Den Jägern der Nacht auf der Spur

von Redaktion

Europäische Fledermausnacht Stadt bietet am heutigen Samstag Spaziergang an

Rosenheim – Im Rahmen der europäischen Fledermausnacht bietet das Umwelt- und Grünflächenamt am heutigen Samstag einen Spaziergang zur Fledermausbeobachtung an. Vorab verrät Fledermausberaterin Barbara Heerdt, was die fliegenden Säuger so besonders macht und warum die Tiere rein gar nichts mit Vampiren gemeinsam haben.

Die Fledermäuse haben es Barbara Heerdt angetan: „Es sind die einzigen flugfähigen Säugetiere“, schwärmt sie. Heerdt ist in der Stadt Rosenheim für den gesamten Natur- und Artenschutz zuständig. „Aufgrund meines Berufs hatte ich schon immer mit Fledermäusen zu tun“, sagt sie.

Nichts mit
Vampiren gemeinsam

Um die Tiere noch besser zu verstehen, hat sie im vergangenen Jahr zudem zwei Schulungen zur Fledermausberaterin absolviert. Während dieser sei ihr Interesse für die Tiere immer mehr geweckt worden. „Sie haben nichts mit dem historisch bedingten Bild der blutsaugenden Vampire gemeinsam“, sagt Heerdt. Im Gegenteil. Fledermäuse sind ihrer Meinung nach nette Tiere, an die man durchaus nah herantreten könne und die einem keinesfalls – anders als Gerüchten zufolge – in die Haare flögen. Gefragt ist Barbara Heerdt in der Stadt vor allem dann, wenn es um Bauvorhaben oder Sanierungen geht – beispielsweise als die B15 neu geplant wurde oder die Sanierung der Kirche in Westerndorf. „Unser Ziel ist es, dass die Quartiere der Fledermäuse erhalten bleiben“, sagt Heerdt. Um das zu gewährleisten, fordern sie und ihre Kollegen Gutachten an. Ziel sei, dass die Tiere bei den Baumaßnahmen nicht verletzt, ihre Quartiere nicht zerstört werden und die insektenreichen Jagdgebiete erhalten bleiben. Zudem darf dann nicht gebaut werden, wenn die Tiere Winterruhe halten oder während der Aufzucht ihrer Jungen. „Wir versuchen dann, gemeinsam mit dem Bauträger eine Lösung zu finden“, sagt Heerdt. Manchmal gelinge es, Ersatzquartiere – wie beispielsweise Fledermauskästen – bereitzustellen.

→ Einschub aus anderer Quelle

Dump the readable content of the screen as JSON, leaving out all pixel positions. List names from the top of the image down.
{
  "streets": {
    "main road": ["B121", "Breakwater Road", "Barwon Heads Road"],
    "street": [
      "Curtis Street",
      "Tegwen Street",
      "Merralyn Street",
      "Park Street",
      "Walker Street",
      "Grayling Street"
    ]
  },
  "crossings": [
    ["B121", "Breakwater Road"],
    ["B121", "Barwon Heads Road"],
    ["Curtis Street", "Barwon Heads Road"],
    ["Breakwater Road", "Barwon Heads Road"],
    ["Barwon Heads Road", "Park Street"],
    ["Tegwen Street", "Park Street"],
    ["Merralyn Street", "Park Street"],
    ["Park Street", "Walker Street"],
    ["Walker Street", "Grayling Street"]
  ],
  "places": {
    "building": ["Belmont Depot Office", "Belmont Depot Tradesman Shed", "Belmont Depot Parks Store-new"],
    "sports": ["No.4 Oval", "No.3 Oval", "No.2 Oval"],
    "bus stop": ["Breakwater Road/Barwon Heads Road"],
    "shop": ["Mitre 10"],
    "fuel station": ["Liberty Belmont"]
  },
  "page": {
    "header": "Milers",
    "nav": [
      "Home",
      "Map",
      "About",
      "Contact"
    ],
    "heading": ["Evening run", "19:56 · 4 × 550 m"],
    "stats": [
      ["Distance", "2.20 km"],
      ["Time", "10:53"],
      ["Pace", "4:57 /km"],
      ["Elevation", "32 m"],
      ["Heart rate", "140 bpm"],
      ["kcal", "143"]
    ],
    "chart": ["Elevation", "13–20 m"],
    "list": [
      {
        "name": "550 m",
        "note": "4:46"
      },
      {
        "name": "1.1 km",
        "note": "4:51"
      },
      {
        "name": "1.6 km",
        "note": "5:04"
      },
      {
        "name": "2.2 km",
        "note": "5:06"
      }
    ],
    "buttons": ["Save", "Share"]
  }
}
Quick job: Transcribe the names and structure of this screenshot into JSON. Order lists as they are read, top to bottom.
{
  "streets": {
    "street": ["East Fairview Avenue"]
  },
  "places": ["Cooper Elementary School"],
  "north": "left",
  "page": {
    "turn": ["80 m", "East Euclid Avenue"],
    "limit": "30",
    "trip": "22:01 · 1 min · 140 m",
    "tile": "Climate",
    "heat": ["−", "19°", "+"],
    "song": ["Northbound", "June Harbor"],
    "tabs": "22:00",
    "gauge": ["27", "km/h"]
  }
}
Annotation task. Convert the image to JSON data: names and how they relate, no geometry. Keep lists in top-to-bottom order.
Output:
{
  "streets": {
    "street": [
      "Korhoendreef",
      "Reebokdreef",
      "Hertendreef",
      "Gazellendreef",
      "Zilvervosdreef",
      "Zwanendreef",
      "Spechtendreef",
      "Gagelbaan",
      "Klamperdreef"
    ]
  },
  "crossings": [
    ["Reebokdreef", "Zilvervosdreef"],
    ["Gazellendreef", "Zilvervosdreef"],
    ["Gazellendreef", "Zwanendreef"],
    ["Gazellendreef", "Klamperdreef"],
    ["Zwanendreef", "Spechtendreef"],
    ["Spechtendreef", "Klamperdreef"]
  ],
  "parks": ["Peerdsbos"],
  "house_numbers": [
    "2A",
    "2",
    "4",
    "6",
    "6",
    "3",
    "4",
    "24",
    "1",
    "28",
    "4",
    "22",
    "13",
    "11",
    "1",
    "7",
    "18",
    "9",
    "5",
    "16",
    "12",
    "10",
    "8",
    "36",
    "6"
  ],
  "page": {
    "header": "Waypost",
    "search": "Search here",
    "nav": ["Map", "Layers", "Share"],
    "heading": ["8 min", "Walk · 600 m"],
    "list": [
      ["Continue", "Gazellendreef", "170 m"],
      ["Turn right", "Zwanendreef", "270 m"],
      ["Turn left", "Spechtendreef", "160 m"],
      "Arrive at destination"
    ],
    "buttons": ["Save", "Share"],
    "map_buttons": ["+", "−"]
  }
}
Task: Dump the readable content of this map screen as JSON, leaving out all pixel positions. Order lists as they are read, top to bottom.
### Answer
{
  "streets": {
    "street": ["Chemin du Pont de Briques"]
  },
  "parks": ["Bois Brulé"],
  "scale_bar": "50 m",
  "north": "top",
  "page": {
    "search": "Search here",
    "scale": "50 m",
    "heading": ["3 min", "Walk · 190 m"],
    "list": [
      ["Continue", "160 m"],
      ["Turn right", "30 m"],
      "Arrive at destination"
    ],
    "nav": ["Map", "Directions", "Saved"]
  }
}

Es sind Dinge, über die Barbara Heerdt die Teilnehmer auch während des für Samstagabend geplanten Spaziergangs berichten will. Geplant seien Informationen zur Lebensweise, zu Bedrohungen und Schutzmöglichkeiten für die heimischen Fledermausarten. Außerdem gibt sie Tipps, wie Fledermäuse auch im heimischen Garten angelockt werden können. „Pflanzen im Garten zu haben, die nachtaktive Insekten anziehen, ist eine Möglichkeit“, verrät sie. Denn die Tiere benötigen aufgrund des Insektensterbens jede Hilfe.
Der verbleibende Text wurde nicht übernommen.